Growth hormone (GH) deficiency in acromegaly: significance of GH stimulatory tests in relation to the twenty-four hour GH secretion

A. A. van der Klaauw; A. M. Pereira; S. W. van Thiel; J. W. A. Smit; E. P. M. Corssmit; N. R. Biermasz; M. Frolich; A. Iranmanesh; J. D. Veldhuis; F. Roelfsema; J. A. Romijn

doi:10.1055/s-2006-932936

Experimental and Clinical Endocrinology & Diabetes, Table of Contents

Growth hormone (GH) deficiency in acromegaly: significance of GH stimulatory tests in relation to the twenty-four hour GH secretion

AA van der Klaauw ¹, AM Pereira ¹, SW van Thiel ¹, JWA Smit ¹, EPM Corssmit ¹, NR Biermasz ¹, M Frolich ², A Iranmanesh ³, JD Veldhuis ⁴, F Roelfsema ¹, JA Romijn ¹

¹Leiden University Medical Centre, Department of Endocrinology and Metabolism, Leiden, Netherlands
²Leiden University Medical Centre, Department of Clinical Chemistry, Leiden, Netherlands
³Salem Veterans Affairs Medical Centre, Endocrine Service, Research and Development, Salem, Virginia, United States of America
⁴Mayo School of Graduate Education, Mayo Clinic, Endocrine Research Unit, Department of Internal Medicine, Rochester, Minnesota, United States of America

Abstract

Aims: Radiation therapy for pituitary adenomas frequently leads to growth hormone (GH) deficiency. Whether radiation in acromegaly, due to a GH-secreting pituitary adenoma, induces a comparable change in GH secretion is not known.

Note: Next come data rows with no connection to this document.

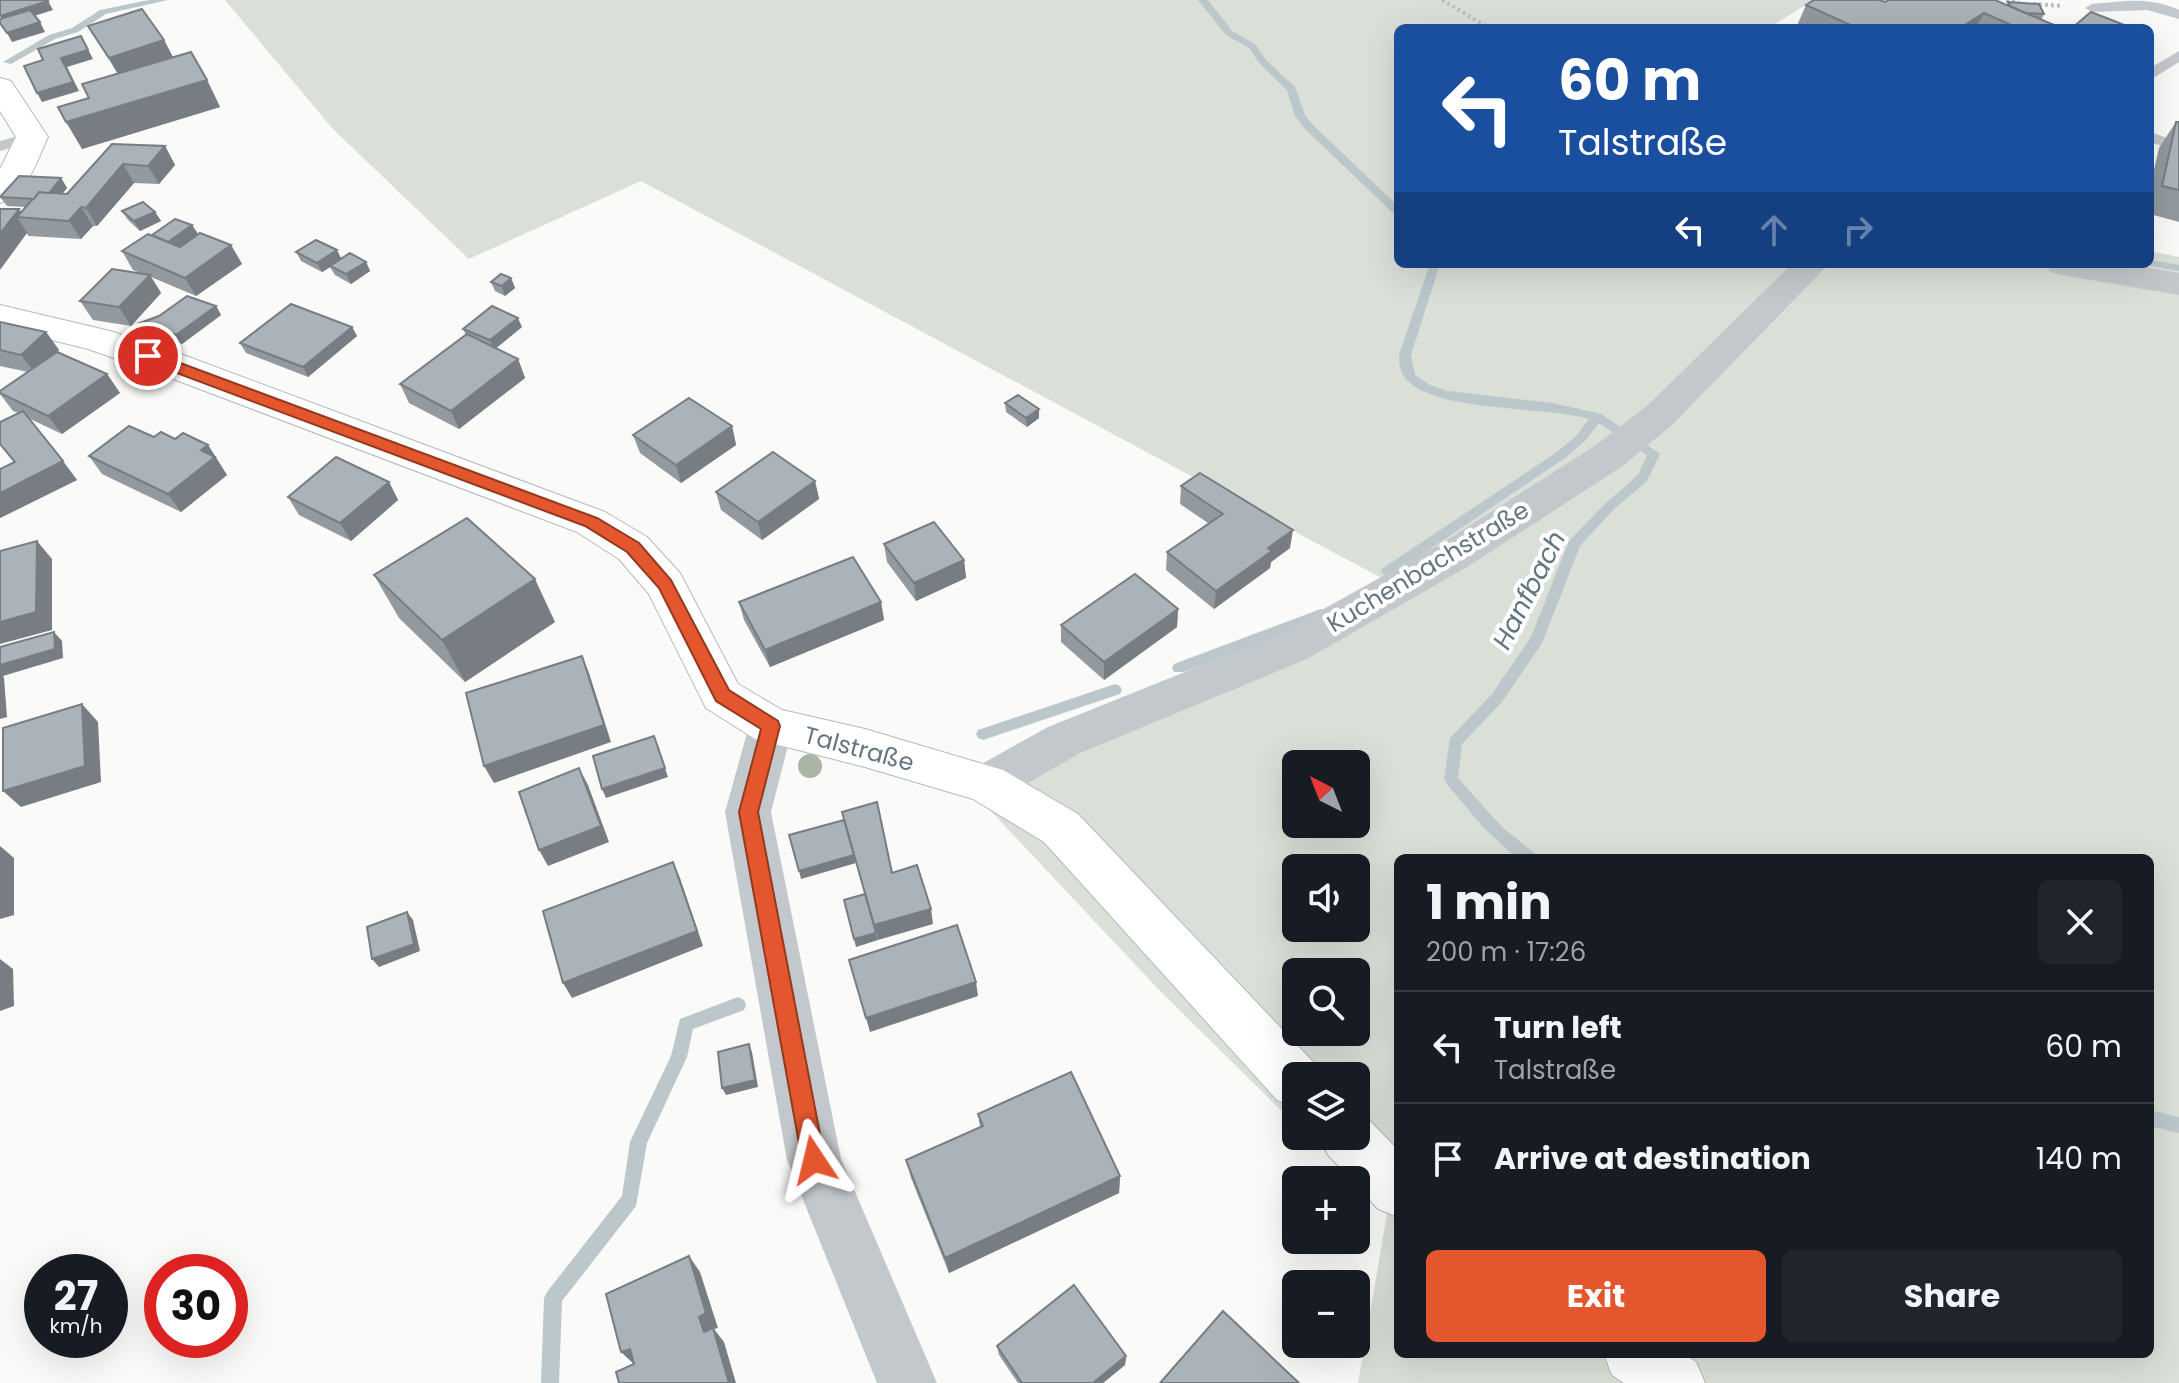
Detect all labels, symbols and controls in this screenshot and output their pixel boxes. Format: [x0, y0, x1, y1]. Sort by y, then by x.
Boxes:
text: 60 m [1558, 41, 1701, 120]
icon: left [1426, 56, 1530, 160]
text: Talstraße [1558, 117, 1727, 168]
icon: left [1668, 208, 1712, 252]
icon: ahead [1752, 208, 1796, 252]
icon: right [1836, 208, 1880, 252]
pin [114, 322, 182, 390]
icon: arrive [126, 334, 170, 378]
street label: Kuchenbachstraße [1321, 493, 1535, 640]
water label: Hanfbach [1484, 525, 1574, 655]
street label: Talstraße [800, 718, 918, 779]
north arrow [1282, 750, 1370, 838]
map controls [1282, 750, 1370, 1358]
button: sound [1282, 854, 1370, 942]
text: 1 min [1426, 869, 1552, 936]
button: close [2038, 880, 2122, 964]
text: 200 m · 17:26 [1426, 934, 1586, 970]
button: search [1282, 958, 1370, 1046]
text: Turn left [1494, 1006, 1622, 1049]
icon: left [1426, 1025, 1470, 1069]
text: 60 m [2045, 1025, 2122, 1068]
text: Talstraße [1494, 1052, 1616, 1088]
button: layers [1282, 1062, 1370, 1150]
position arrow [772, 1118, 856, 1202]
icon: arrive [1426, 1137, 1470, 1181]
text: Arrive at destination [1494, 1137, 1811, 1180]
text: 140 m [2036, 1137, 2122, 1180]
button: + [1282, 1166, 1370, 1254]
button: Exit [1426, 1250, 1766, 1342]
button: Share [1782, 1250, 2122, 1342]
speed limit sign: 30 [144, 1254, 248, 1358]
text: 27 [54, 1268, 98, 1324]
button: − [1282, 1270, 1370, 1358]
text: km/h [49, 1312, 103, 1340]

Hypothesis: In the long-term, stimulated and spontaneous GH release cannot be distinguished in patients irradiated for acromegaly or other pituitary adenomas.

Design/subjects: Ten acromegalic patients and 10 patients with other pituitary adenomas were investigated. Mean time after radiation was 17 and 18.7 years, respectively. Stimulated GH release was evaluated by infusion of insulin (Insulin Tolerance Test (ITT)), GHRH, GHRH-arginine and arginine, and spontaneous GH by 10 minutes blood sampling for 24h. Analyses were by Cluster and approximate entropy.

Outcomes: No group differences existed in stimulated GH concentrations in any test, and the maximal GH concentration by ITT was below 3µg/L in all patients, compatible with severe GH deficiency. Spontaneous GH secretion was similar in both patient groups, including basal release, pulsatility and regularity. Pulsatile secretion was lost in 2 acromegalic and 3 non-acromegalic patients. IGF-I was below 2 SD-score in 9 patients in each group.

Conclusion: Irradiation in acromegaly leads to loss of GH responses to various stimuli and diminished spontaneous release. These outcomes are indistinguishable from those of GH deficiency associated with other irradiated pituitary disorders.